Both owner and chef at Panda's are Sichuan natives, and the kitchen's commitment to sourcing is concrete rather than rhetorical: most condiments are shipped directly from Sichuan. In a coastal city where ingredient supply chains default to local produce, that decision signals both authenticity and operational effort. For context on how Sichuan cuisine operates at a more formal register elsewhere in China, Yu Zhi Lan and Fang Xiang Jing in Chengdu represent the fine-dining end of the same culinary lineage. Panda's operates at the Bib Gourmand level, which is a different tier of formality but not of seriousness.
The Arc of a Meal at Panda's
Meals at Panda's are leading understood through a sequence of registers, moving from preserved-ingredient acidity into fat-rich umami and then the numbing heat of Sichuan pepper. The kitchen's noted dishes frame that progression clearly.
The chilli fish roes arrive as a study in contrast: the soft, granular texture of roe against the dry fragrance of chilli oil, a preparation that requires confident seasoning to avoid the dish collapsing into one-note heat. This is the kind of opening that tells you whether a Sichuan kitchen has calibrated its spice or simply deployed it.

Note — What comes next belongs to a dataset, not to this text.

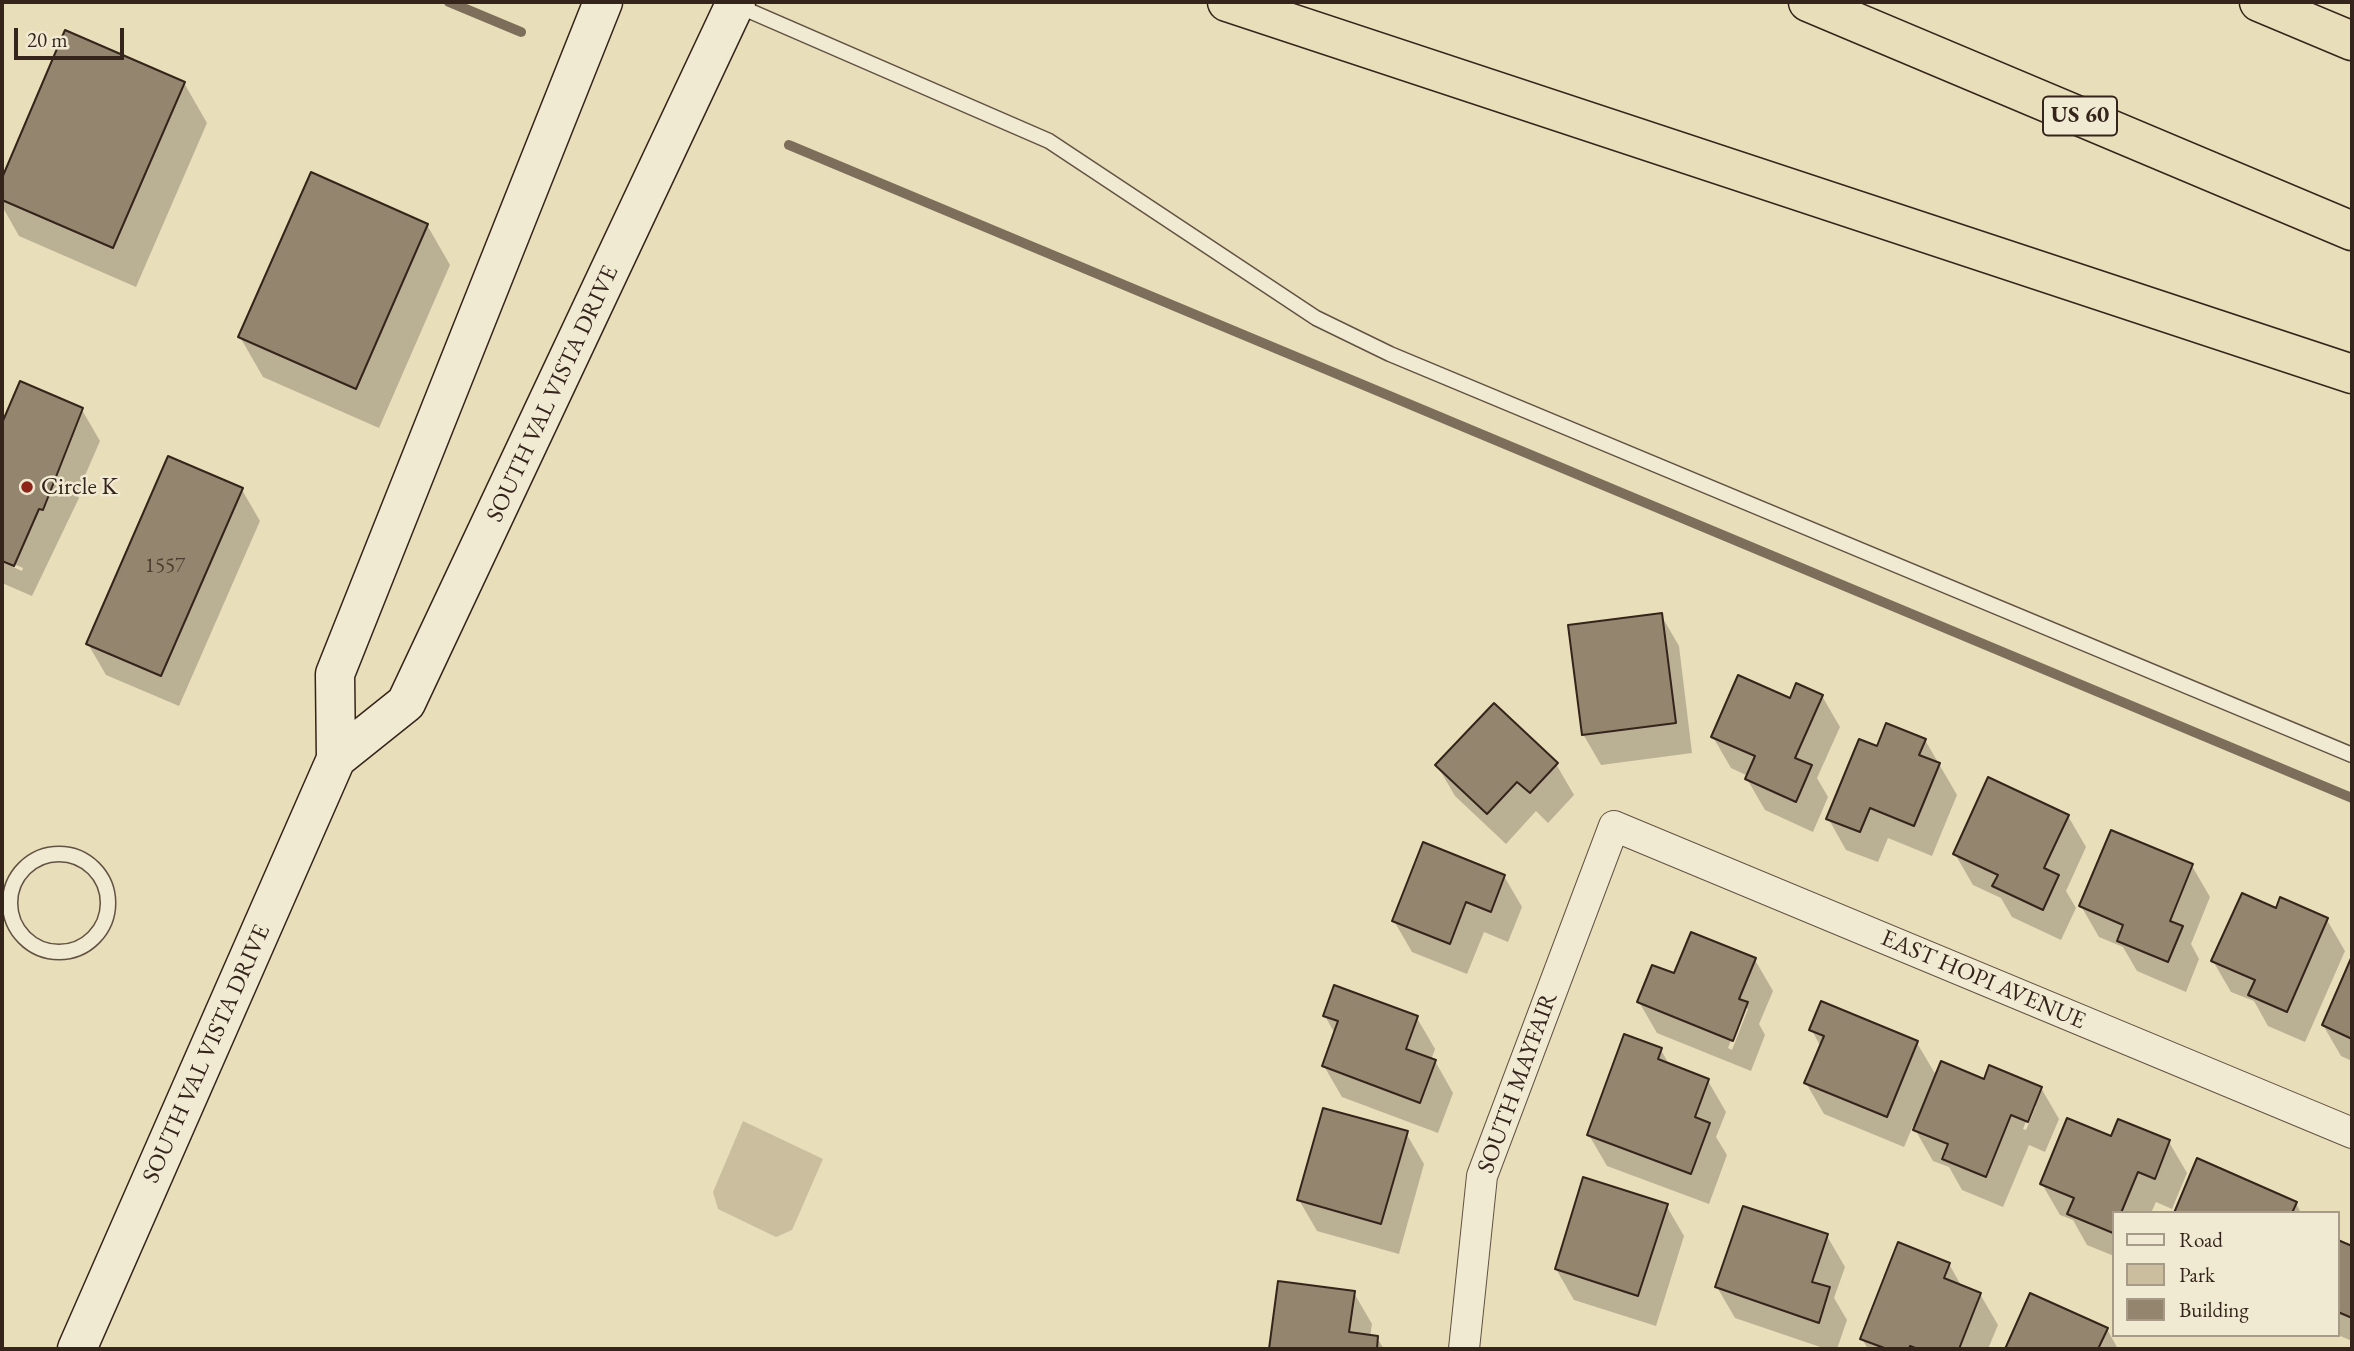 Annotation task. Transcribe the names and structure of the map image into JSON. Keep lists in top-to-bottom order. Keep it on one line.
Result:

Fish maws with pickled cabbage and ginger occupy the mid-course position, and here the Zigong salt tradition becomes explicit. Pickled cabbage in Sichuan cooking carries a different character than the Cantonese or Shanghainese versions: sharper, more aggressively sour, with a fermentation profile that cuts through the gelatinous fat of the fish maw. The ginger acts as a brake on both the richness and the acidity, a three-way balancing act that is simple to describe and difficult to execute.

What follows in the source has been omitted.